The 2016 guidance succeeded in helping to reduce inappropriate and dangerous prescribing, said Dr Adriane Fugh-Berman of Georgetown University Medical Center.
Its critics have included pain patients, but also painkiller manufacturers and groups they fund, she said.
Opioids rose to prominence in the medical field in the 1990s, and the highly addictive drugs have been blamed for the country’s drug addiction issues. 78% of the record 100,000 drug overdose deaths during the first year of the pandemic were caused by Opioids, the CDC reports.
‘There was nothing wrong with the original guidelines,’ said Fugh-Berman, a paid expert witness for plaintiffs in cases targeting pharmaceutical marketing practices.
Opioids can be an important tool in treating severe pain from cancer, surgery and serious injuries.
But they also can be addictive – even when used under doctors´ orders.
Beginning in the 1990s, some drugmakers, insurers and pain specialists called for wider use of the drugs for more common ailments like backaches and arthritis.
The push was tied into the marketing of drugs like OxyContin, which were billed as less addictive than other opioids.
When U.S. overdose deaths began skyrocketing, prescription painkillers were identified as a big reason.
The first year of the pandemic proved to be the worst for America’s drug addiction crisis, with 100,306 people dying from an overdose nationwide, and 78,000 of those deaths being attributed to opioids.

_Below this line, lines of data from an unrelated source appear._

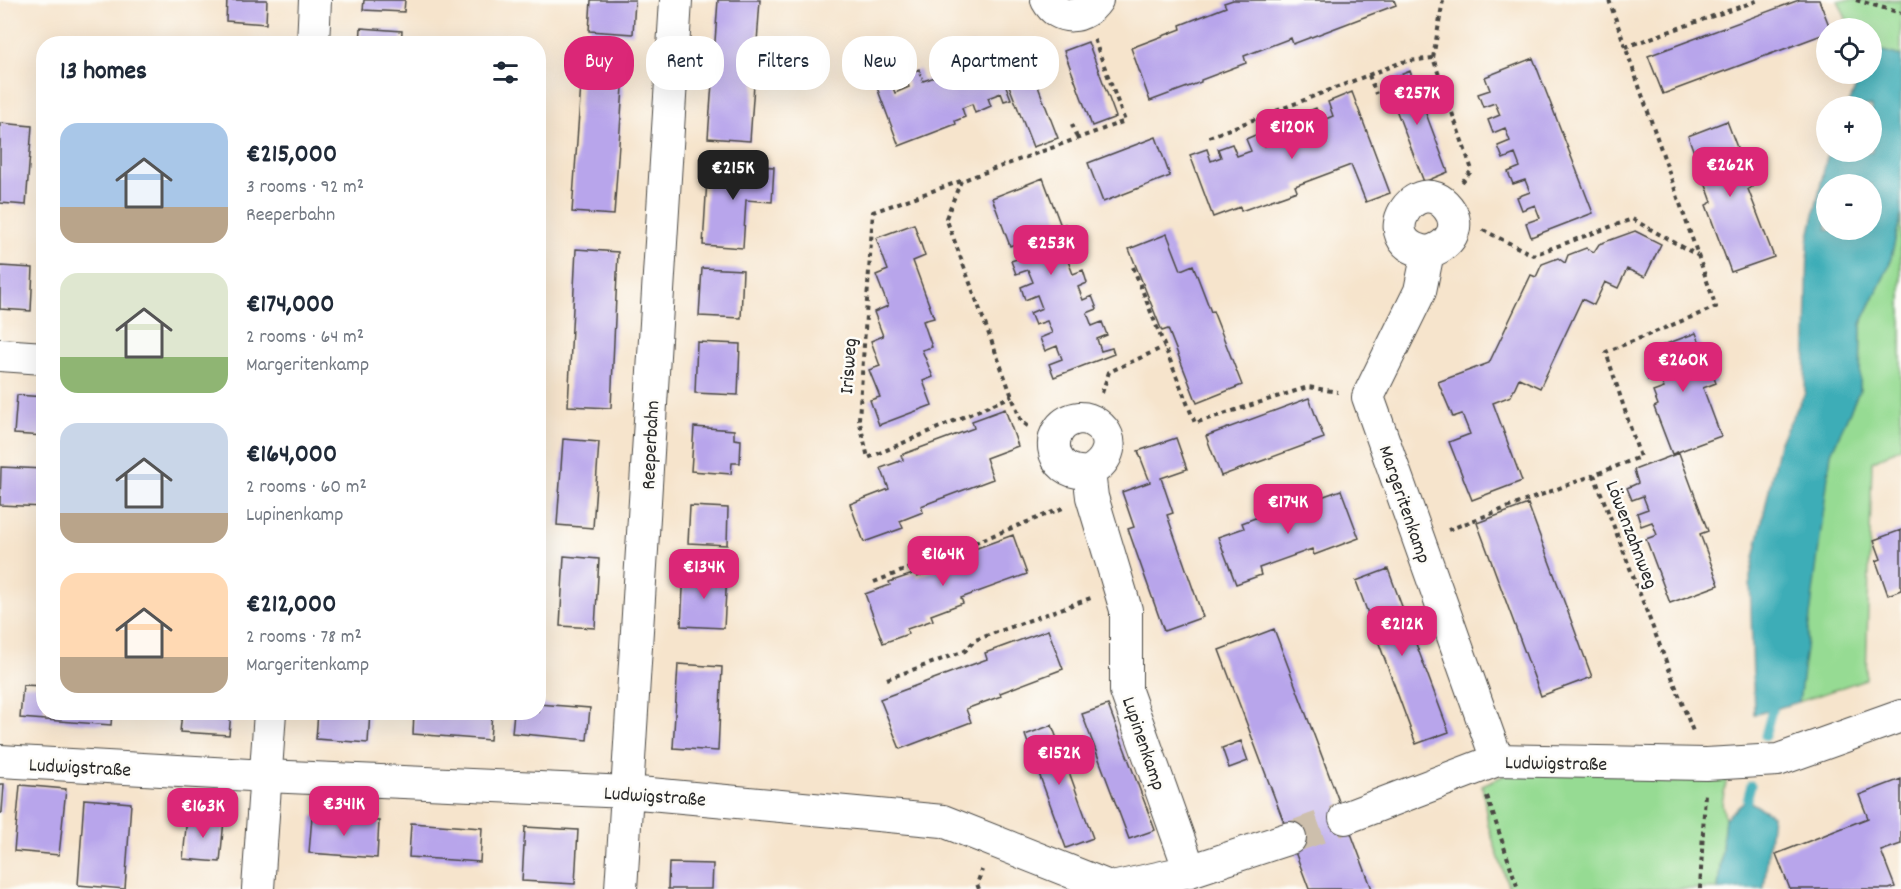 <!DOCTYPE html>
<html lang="en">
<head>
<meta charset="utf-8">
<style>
  body { margin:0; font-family:Dekko,sans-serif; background:#f6f6f7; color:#1f2937; height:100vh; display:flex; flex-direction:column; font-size:22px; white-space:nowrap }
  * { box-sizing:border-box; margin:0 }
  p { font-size:20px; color:#747a83 }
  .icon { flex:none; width:33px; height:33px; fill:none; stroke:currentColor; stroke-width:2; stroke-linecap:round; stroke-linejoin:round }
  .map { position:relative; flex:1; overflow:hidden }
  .side { position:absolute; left:36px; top:36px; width:510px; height:684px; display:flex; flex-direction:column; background:#fff; border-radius:24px; box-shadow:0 6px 24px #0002 }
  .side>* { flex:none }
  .hud { position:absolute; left:564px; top:36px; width:570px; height:54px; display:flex; gap:12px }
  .tools { position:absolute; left:1816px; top:18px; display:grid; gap:12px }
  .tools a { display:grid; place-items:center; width:66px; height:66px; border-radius:50%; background:#fff; box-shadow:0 6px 24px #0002; font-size:30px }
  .price { position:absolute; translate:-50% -51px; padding:0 14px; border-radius:12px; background:#db2777; color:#fff; font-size:20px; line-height:39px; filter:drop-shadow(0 2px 3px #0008) }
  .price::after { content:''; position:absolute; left:50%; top:36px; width:18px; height:14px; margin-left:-9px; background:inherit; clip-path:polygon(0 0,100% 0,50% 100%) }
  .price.selected { background:#222; color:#fff }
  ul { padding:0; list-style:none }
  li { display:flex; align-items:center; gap:18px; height:150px; padding:0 24px }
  li span { display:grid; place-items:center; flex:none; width:168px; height:120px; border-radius:18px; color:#555 }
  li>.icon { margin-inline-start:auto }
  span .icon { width:72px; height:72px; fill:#fffc; stroke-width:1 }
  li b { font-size:26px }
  h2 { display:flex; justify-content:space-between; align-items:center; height:72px; padding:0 24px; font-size:26px }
  .pill { padding:0 21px; border-radius:24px; background:#fff; box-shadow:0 6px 24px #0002; font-size:21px; line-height:54px }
  .pill.selected { background:#db2777; color:#fff }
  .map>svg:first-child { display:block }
  .green { fill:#96db93; stroke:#60835f; stroke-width:1.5 }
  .water { fill:#3cadb7; stroke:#346c71; stroke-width:1.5; fill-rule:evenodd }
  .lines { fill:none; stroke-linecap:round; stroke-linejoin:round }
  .stream { stroke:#3cadb7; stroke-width:9 }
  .building { fill:#b8a5eb }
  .street-tunnel { stroke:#cdbfac; stroke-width:32; stroke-dasharray:32 16; stroke-linecap:butt }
  .street-casing { stroke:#494743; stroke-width:34 }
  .path { stroke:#494743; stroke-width:4; stroke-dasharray:4.5 4.5; stroke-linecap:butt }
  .street { stroke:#fff; stroke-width:32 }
  .labels { text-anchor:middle; stroke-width:5; stroke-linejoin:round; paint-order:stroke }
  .street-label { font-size:20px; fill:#2b2b2b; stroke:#fdfcf7 }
</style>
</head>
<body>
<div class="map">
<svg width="1901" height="889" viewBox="0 0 1901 889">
  <rect width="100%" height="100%" fill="#fdfcf7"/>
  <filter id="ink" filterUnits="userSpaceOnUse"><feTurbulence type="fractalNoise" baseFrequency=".0167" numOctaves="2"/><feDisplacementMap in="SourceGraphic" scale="12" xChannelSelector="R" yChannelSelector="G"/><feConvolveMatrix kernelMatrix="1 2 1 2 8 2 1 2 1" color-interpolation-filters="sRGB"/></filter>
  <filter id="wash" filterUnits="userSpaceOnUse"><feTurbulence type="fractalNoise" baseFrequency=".008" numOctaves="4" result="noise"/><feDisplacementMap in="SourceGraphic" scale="24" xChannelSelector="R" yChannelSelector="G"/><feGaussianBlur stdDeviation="1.35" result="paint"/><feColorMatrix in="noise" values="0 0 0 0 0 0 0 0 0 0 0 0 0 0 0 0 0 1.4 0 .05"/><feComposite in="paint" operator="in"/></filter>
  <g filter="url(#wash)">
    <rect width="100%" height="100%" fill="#f6e4cc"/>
    <path class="green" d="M1838 0H1901V56L1872 48V28H1850Z
      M1901 215V447L1872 462 1866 679 1799 702 1808 593 1831 452 1860 389 1861 324 1889 266Z
      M1519 769 1728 774 1722 803 1725 818 1718 889H1509L1488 825 1482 785Z"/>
    <path class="water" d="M1872 48 1901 56V215L1889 266 1861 324 1860 389 1831 453 1799 702 1754 715 1750 577 1779 443 1805 393 1808 241 1828 152H1872V106H1848L1855 89 1856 74H1872ZM1827 184H1872V230H1827Z
      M1747 800 1772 815 1764 889H1718L1725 818Z"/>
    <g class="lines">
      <path class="stream" d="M1765 736 1772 710
        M1747 800 1751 785"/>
    </g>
    <g id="blocks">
      <path class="building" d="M227 0H267L266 24 226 21Z
        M364 0H405L404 12 363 10Z
        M591 0H635L633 34 589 31Z
        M718 0H760L750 141 708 138Z
        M1233 0H1394L1396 5 1293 44 1291 38 1244 56 1246 63 1201 80V82L1150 101 1131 48 1181 29 1180 25 1226 7 1224 3Z
        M1799 0H1819L1830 28H1827V33L1663 94 1648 56Z
        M361 28 402 31 401 44H360Z
        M1020 40 1058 138 1033 147 995 50Z
        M1088 42 1116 117 1092 126 1064 51Z
        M973 43 978 55 992 50 1011 99 1004 101 1001 93 988 98 991 106 975 113 972 104 962 108 965 117 955 121 956 124 899 146 876 85 890 80 895 93 909 87 905 75 919 69 923 81 938 76 931 59 945 54 950 65 964 60 959 48Z
        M583 56 625 59 614 215 572 212Z
        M1533 58 1593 213 1531 237 1526 223 1540 218 1535 205 1522 210 1517 197 1530 192 1525 180 1513 184 1508 172 1520 167 1515 154 1503 159 1498 146 1510 141 1505 128 1493 133 1488 120 1500 115 1495 103 1483 107 1478 94 1490 90 1485 77Z
        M1410 71 1448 172 1424 182 1385 81Z
        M1352 92 1390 193 1366 202 1351 165 1295 186 1297 191 1241 211 1240 207 1213 217 1190 155 1207 149 1211 161 1221 157 1218 149 1232 144 1237 156 1251 151 1246 139 1260 133 1265 146 1279 141 1272 124 1286 119 1291 132 1304 127 1299 115 1316 108 1321 121 1333 116 1328 102Z
        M1727 121 1752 187 1748 189 1774 257 1731 272 1706 205 1712 202 1688 136Z
        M0 123 32 126 26 205 0 203Z
        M1156 137 1170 176 1103 202 1088 163Z
        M708 163 774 167 772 202 746 200 743 248 703 245Z
        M1043 178 1061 226 1065 224 1068 232 1059 235 1064 248 1073 245 1078 257 1068 261 1073 274 1083 270 1087 283 1078 287 1083 300 1092 296 1097 309 1087 313 1092 326 1102 322 1107 335 1097 339 1101 351 1112 348 1114 354 1054 377 1049 364 1062 359 1057 346 1045 351 1040 338 1052 333 1047 321 1035 325 1030 313 1042 308 1037 295 1025 300 1021 287 1033 282 1028 270 1016 274 1011 261 1023 257 1017 243 1010 246 992 198Z
        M914 224 925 256 913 261 934 318 923 321 932 347 922 350 933 377 923 381 932 405 879 425 870 400 880 397 869 370 880 366 871 341 883 336 874 312 888 306 876 275 888 270 876 238Z
        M1635 231 1661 244 1645 277 1627 269 1618 288 1605 282 1594 305 1582 299 1540 388 1519 378 1511 396 1493 403 1522 481 1472 500 1449 442 1470 434 1462 414 1453 417 1438 382 1489 363 1531 275 1536 277 1542 264 1558 258 1565 263 1568 255 1586 248 1594 252 1599 244Z
        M1167 234 1181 270 1193 265 1211 312 1213 311 1242 385 1197 403 1168 329 1162 331 1129 249Z
        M576 249 618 252 611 408 568 406Z
        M0 266 33 268 31 311 0 309Z
        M702 268 743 270 741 318 699 316Z
        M1696 333 1716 383 1703 388 1721 436 1672 454 1654 407 1658 405 1653 392 1664 388 1659 376 1648 380 1644 367 1655 362 1650 350Z
        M697 342 740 344 738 395 695 393Z
        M17 395 44 397V436L14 434Z
        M1309 398 1324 438 1221 476 1206 436Z
        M1005 409 1018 446 986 458 993 479 921 506 923 512 900 521 903 528 864 542 850 504 889 489 881 468 903 460 901 455 974 428 972 421Z
        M694 427 734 430V439L741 440 740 463H732L731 474 691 471Z
        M1176 438 1187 469 1161 478 1173 513 1167 515 1203 617 1164 631 1128 529 1134 527 1122 492 1150 482 1138 451Z
        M563 439 599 442 593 528 557 525Z
        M1679 453 1708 531 1700 534 1719 585 1670 603 1646 539 1657 535 1652 522 1641 526 1637 513 1648 509 1643 496 1632 500 1627 488 1638 483 1634 470Z
        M1 467 44 469V507L0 505Z
        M1341 490 1359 538 1314 555 1312 549 1259 568 1261 575 1236 584 1218 537 1244 528 1242 523 1295 503 1296 506Z
        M1528 504 1592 677 1541 696 1477 523Z
        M690 506 728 508 727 545 688 543Z
        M1901 530V590L1888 595 1876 561 1881 559 1874 540Z
        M1013 535 1027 574 961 598 963 603 931 615 933 620 907 629 908 634 883 643 865 594 890 585 889 582 916 573 917 577 950 565 947 559Z
        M564 556 599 559 595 628 560 626Z
        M1388 569 1449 732 1416 744 1356 581Z
        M684 571 727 573 724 628 681 626Z
        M1274 629 1372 889H1309L1219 650Z
        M1048 630 1063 669 1000 693 1001 696 966 709 971 722 900 749 880 699 987 659 985 653Z
        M678 664 722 667 718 751 673 748Z
        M23 685 44 686V712H112L111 725 20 718Z
        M538 704 590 708 587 740 512 733 514 712H538Z
        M1108 705 1155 830 1129 839 1082 714Z
        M182 712H231L229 735 180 732Z
        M318 712H370L368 743 316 739Z
        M414 712H492L490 740 413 734Z
        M1052 725 1093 838 1066 848 1025 735Z
        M1241 741 1248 761 1229 768 1222 748Z
        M1901 779V844L1881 851 1895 887 1889 889H1790L1776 854 1868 818 1859 795Z
        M0 784H4L2 813H0Z
        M20 785 66 789 59 855 14 851Z
        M84 799 131 803 125 889 78 885Z
        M187 816 224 820 220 862 183 859Z
        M312 816 379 821 377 858 309 853Z
        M411 823 482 828 480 862 409 857Z
        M525 827 578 830 575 884 522 881Z
        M669 863 713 864 712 889H668Z"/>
    </g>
  </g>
  <g filter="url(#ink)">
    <use href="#blocks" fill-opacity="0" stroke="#494743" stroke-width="1.5"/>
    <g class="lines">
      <path class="street-tunnel" d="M1290 838 1345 818"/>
      <defs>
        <path id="street" d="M1047 0C1059 22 1084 19 1097 0
          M313 44 315 0
          M1428 252C1368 244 1417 168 1448 208 1463 227 1449 247 1428 252L1420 291 1368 397 1497 760
          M0 355 44 358
          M1089 472C1046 477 1042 422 1080 418 1086 418 1092 420 1097 424 1117 439 1109 461 1089 472L1092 497 1126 610V691L1190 871
          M0 761 266 776 628 792 943 821 1112 888 1190 871 1290 838
          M1345 818 1497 760 1706 764 1778 760 1901 716
          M258 889 270 712
          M621 889 676 0"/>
      </defs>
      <use href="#street" class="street-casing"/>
      <path class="path" d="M1443 0 1433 58 1472 170 1462 182
        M1609 0 1716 307 1606 352 1640 457 1594 475 1694 734
        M1856 0 1901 13
        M1625 47 1759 0
        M1369 75 1376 94
        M1072 124 1077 138
        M1209 137 1402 62 1433 58
        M961 181 873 212 859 419 868 458 1012 396
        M1483 230 1533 255 1632 219 1697 255
        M1133 267 1195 423 1308 387 1338 392
        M1102 393 1109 372 1164 347
        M1028 426 1021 421 946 218 961 181 1125 121 1094 39
        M1448 530 1594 475
        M874 582 1063 508
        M887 679 965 651 975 640 1091 598
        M1487 796 1518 889
        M979 889 977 884 982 870
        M1700 889 1705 793"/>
      <use href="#street" class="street"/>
    </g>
  </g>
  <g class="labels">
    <g class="street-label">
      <text transform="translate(847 366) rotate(-86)" y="7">Irisweg</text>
      <text transform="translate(649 445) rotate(-87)" y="7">Reeperbahn</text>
      <text transform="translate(1406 504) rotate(71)" y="7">Margeritenkamp</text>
      <text transform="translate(1633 534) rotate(69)" y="7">Löwenzahnweg</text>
      <text transform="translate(1145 743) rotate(71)" y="7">Lupinenkamp</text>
      <text transform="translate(1556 762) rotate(1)" y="7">Ludwigstraße</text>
      <text transform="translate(80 766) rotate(3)" y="7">Ludwigstraße</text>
      <text transform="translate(655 795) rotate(4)" y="7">Ludwigstraße</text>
    </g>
  </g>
</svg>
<div class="tools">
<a><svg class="icon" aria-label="locate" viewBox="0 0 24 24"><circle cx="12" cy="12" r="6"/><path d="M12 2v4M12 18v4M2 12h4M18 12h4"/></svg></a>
<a>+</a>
<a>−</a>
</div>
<b class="price" style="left:1417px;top:126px">€257K</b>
<b class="price" style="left:1292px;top:160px">€120K</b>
<b class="price" style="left:1730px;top:198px">€262K</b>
<b class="price selected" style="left:733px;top:201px">€215K</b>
<b class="price" style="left:1051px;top:276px">€253K</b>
<b class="price" style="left:1683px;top:393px">€260K</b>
<b class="price" style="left:1288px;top:535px">€174K</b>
<b class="price" style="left:943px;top:587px">€164K</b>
<b class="price" style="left:704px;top:600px">€134K</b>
<b class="price" style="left:1402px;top:657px">€212K</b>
<b class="price" style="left:1059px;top:786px">€152K</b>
<b class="price" style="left:344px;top:837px">€341K</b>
<b class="price" style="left:203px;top:839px">€163K</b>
<div class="hud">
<a class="pill selected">Buy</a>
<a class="pill">Rent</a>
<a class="pill">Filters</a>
<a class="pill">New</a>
<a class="pill">Apartment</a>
</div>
<section class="side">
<h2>13 homes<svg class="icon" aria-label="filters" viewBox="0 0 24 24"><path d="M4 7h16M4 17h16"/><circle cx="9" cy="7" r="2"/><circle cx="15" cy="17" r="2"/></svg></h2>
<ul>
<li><span style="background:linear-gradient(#a9c7e8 70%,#b9a48a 0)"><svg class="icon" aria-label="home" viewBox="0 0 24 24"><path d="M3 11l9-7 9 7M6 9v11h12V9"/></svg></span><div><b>€215,000</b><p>3 rooms · 92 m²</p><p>Reeperbahn</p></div></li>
<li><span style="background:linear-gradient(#dfe7d0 70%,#8fb573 0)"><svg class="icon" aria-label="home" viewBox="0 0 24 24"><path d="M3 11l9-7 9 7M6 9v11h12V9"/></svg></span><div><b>€174,000</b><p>2 rooms · 64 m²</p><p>Margeritenkamp</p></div></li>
<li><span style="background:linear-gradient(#c9d6e8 75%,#b9a48a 0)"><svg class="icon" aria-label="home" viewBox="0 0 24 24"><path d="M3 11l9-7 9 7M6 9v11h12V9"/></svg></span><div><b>€164,000</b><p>2 rooms · 60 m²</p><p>Lupinenkamp</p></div></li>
<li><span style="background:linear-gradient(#ffd9b3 70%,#b9a48a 0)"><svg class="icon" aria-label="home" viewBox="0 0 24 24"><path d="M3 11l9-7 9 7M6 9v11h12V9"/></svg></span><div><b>€212,000</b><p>2 rooms · 78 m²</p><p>Margeritenkamp</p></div></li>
</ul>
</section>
</div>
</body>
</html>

States like West Virginia and Kentucky in the Appalachian region were among the hardest struck.
More than 100,000 Americans died of drug overdoses from April 2020 to April 2021, the most ever recorded over a single 12 month span. More than 78,000 of those deaths were caused by opioids
States in the Appalachian Region of the country have been struck hardest by drug overdoses, with West Virginia, South Carolina, Tennessee, Ohio and Pennsylvania among the leaders in overdose deaths per 100,000 residents
Governments tried to restrict the prescriptions, but the overdose epidemic worsened as people hooked on pills switched to heroin and then to fentanyl.
Those kinds of illegal injected drugs are now associated with the majority of U.S. overdose deaths.
The CDC’s 2016 prescribing guidelines said opioids should not be the first treatment for chronic pain.
Doctors were urged to first try other medications or nondrug options, limit opioid prescriptions for short-term pain to three days, and to prescribe the lowest effective dose possible.
The guidelines are voluntary, but they were widely adopted and added momentum to a dramatic decline in opioid painkiller prescriptions.
They also came under attack from pain patients and drug manufacturers, who argued some people in severe pain were being denied needed relief.
In 2019, CDC officials signaled that they were concerned about those reports. They examined newer research, resulting in the new proposal, Jones said. Drugmakers had no input into the writing of the draft revision, he said.